▶ Instructions to follow
Establish how many lines in the material include the string "view" and report it as a lone number.

▶ Input material
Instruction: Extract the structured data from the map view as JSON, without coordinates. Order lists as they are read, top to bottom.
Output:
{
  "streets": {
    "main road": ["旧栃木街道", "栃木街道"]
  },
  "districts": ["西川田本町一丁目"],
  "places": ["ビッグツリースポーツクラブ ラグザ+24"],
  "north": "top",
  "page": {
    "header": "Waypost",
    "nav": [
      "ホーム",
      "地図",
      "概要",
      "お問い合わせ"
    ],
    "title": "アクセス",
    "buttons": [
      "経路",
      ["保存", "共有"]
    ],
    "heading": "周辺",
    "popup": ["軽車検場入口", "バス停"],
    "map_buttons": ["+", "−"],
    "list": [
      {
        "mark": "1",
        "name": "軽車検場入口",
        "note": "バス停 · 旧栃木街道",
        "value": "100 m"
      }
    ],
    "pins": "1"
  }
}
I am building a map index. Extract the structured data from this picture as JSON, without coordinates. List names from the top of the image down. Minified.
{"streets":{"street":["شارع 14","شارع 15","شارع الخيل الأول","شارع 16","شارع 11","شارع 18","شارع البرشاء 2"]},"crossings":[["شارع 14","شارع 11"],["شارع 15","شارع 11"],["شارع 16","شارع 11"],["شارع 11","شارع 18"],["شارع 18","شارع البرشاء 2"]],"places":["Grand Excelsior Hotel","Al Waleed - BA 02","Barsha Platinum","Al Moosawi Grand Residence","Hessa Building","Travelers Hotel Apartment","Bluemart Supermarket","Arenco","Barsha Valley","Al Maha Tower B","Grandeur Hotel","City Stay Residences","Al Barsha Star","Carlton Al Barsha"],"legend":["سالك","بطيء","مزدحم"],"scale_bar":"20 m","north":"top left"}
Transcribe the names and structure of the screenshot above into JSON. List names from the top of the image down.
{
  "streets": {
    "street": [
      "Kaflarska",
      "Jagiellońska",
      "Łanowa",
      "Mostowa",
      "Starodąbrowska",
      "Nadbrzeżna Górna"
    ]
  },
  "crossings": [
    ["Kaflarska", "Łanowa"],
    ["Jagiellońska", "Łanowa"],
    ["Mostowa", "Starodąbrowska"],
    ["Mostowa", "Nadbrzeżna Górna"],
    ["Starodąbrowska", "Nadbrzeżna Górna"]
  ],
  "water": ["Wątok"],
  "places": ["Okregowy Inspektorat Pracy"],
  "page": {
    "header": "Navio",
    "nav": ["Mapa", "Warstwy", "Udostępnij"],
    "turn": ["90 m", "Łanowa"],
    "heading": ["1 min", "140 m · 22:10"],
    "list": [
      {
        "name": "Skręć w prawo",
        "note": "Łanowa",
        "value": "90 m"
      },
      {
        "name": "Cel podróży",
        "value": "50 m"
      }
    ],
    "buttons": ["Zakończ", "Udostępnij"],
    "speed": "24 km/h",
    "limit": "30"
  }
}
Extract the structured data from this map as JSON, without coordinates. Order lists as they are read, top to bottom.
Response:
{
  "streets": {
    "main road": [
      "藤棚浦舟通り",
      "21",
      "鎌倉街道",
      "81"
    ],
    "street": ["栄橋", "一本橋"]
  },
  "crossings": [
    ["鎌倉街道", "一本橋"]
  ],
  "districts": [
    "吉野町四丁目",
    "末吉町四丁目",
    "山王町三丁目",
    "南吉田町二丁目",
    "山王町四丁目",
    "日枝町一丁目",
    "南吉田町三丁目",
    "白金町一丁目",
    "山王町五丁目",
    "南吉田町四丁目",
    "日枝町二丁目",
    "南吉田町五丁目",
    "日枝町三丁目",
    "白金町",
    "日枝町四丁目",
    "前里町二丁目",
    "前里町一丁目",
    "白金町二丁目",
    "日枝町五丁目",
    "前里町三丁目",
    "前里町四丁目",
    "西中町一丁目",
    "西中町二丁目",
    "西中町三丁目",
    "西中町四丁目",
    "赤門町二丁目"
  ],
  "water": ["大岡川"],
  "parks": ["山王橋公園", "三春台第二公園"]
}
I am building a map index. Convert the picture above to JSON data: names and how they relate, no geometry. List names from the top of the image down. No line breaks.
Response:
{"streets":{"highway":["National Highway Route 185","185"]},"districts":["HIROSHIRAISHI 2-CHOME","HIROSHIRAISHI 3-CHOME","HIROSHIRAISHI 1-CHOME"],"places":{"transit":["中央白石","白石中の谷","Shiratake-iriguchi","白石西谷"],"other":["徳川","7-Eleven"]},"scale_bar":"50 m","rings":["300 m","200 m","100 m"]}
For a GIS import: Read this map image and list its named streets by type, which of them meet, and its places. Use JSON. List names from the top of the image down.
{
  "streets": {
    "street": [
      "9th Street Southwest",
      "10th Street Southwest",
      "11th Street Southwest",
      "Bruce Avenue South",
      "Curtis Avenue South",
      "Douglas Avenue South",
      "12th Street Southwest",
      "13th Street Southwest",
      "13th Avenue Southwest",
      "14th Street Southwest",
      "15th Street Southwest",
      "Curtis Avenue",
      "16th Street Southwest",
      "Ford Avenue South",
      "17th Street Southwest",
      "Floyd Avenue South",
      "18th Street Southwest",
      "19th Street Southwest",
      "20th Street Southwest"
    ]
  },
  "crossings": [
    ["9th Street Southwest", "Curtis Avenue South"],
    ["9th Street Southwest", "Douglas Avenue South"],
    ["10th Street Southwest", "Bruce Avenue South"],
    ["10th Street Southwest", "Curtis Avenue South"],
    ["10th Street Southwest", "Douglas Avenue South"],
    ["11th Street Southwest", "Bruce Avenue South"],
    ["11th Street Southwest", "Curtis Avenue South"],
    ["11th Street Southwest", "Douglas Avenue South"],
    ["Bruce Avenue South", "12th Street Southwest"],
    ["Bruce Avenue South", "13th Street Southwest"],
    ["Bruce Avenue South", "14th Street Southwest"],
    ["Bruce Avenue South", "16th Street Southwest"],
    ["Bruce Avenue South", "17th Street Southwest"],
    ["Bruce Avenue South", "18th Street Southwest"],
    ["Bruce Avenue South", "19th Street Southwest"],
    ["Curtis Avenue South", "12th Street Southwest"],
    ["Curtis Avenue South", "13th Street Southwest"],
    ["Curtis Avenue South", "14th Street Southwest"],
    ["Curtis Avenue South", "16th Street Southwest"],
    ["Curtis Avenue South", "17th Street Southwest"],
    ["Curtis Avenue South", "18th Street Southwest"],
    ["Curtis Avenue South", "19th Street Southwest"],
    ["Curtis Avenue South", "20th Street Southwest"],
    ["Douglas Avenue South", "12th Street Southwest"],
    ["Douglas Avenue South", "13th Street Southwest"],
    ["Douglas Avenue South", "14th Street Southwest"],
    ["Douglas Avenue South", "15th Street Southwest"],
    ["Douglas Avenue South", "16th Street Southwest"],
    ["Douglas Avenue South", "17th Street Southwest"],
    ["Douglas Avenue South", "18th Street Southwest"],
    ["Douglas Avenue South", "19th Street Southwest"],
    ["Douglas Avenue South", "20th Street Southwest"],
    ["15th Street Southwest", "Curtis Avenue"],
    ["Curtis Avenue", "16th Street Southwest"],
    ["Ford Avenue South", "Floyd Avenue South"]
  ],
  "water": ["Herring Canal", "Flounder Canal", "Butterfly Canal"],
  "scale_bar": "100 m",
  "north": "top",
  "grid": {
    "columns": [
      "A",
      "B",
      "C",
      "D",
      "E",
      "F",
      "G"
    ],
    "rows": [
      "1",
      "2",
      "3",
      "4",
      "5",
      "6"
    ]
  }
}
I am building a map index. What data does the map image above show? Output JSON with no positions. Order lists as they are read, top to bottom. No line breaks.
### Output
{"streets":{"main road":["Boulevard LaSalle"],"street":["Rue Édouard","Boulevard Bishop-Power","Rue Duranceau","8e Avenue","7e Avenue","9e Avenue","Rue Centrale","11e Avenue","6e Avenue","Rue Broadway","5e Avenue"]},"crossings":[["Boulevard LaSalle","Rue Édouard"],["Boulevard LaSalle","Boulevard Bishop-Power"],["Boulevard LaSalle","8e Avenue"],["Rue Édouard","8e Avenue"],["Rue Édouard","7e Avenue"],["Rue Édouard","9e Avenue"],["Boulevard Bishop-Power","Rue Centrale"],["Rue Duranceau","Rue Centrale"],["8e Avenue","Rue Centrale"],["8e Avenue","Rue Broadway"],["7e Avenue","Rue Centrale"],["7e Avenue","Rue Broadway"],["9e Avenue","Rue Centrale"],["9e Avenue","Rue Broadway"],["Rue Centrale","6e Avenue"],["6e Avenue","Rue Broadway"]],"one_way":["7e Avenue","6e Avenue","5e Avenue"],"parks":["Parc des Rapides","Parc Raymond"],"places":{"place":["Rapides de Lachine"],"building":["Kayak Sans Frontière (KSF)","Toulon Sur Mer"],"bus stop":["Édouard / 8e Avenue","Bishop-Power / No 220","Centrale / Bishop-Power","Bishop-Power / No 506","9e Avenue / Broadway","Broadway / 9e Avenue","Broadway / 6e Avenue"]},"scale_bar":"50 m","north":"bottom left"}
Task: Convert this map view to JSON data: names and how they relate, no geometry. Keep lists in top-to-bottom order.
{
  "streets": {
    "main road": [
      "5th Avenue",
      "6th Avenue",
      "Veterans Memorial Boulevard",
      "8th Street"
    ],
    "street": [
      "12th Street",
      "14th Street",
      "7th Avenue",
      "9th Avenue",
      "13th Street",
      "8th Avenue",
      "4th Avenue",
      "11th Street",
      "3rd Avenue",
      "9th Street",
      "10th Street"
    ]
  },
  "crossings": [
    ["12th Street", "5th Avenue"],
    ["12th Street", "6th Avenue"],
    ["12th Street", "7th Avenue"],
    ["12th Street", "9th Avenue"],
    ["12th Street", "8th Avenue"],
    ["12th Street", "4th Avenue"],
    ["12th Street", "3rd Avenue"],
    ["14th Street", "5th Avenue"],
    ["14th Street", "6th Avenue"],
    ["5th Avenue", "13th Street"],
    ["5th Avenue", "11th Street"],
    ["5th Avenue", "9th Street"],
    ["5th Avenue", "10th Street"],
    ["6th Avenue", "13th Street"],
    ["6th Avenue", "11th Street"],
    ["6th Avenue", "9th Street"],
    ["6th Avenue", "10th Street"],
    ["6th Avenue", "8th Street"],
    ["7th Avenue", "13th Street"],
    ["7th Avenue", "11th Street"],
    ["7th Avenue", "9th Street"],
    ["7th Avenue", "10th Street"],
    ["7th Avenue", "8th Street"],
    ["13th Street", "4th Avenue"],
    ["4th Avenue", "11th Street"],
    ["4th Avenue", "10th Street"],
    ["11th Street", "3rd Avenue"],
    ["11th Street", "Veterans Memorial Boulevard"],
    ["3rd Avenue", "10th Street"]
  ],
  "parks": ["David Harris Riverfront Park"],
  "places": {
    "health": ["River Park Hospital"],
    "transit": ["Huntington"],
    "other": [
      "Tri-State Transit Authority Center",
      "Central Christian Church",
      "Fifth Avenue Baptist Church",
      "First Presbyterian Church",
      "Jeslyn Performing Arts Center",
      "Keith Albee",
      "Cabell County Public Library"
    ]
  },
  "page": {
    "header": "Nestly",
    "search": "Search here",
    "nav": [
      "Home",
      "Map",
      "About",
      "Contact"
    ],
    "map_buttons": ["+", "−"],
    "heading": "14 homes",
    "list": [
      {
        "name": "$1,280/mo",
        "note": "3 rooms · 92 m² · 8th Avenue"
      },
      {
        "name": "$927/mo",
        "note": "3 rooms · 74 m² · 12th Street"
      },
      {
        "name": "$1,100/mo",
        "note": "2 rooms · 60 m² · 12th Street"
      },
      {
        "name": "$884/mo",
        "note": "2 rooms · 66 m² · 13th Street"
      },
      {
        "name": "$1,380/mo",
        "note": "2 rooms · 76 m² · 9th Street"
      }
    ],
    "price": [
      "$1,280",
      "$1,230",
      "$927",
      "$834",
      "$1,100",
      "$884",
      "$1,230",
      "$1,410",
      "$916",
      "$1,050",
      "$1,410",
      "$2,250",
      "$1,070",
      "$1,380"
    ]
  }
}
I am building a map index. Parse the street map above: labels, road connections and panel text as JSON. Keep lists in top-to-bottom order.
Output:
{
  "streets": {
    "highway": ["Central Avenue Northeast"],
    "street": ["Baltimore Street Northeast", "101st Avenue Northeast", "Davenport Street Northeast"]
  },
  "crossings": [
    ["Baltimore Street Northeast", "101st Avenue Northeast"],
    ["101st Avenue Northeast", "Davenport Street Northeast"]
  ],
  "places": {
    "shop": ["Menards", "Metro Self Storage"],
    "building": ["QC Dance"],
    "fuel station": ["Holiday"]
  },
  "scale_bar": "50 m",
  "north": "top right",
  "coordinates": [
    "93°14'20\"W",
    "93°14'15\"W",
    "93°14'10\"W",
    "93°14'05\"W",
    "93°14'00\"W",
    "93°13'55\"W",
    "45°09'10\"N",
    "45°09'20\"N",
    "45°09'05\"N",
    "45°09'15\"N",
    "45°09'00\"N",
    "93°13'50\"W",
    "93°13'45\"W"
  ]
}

▶ Response to this task
2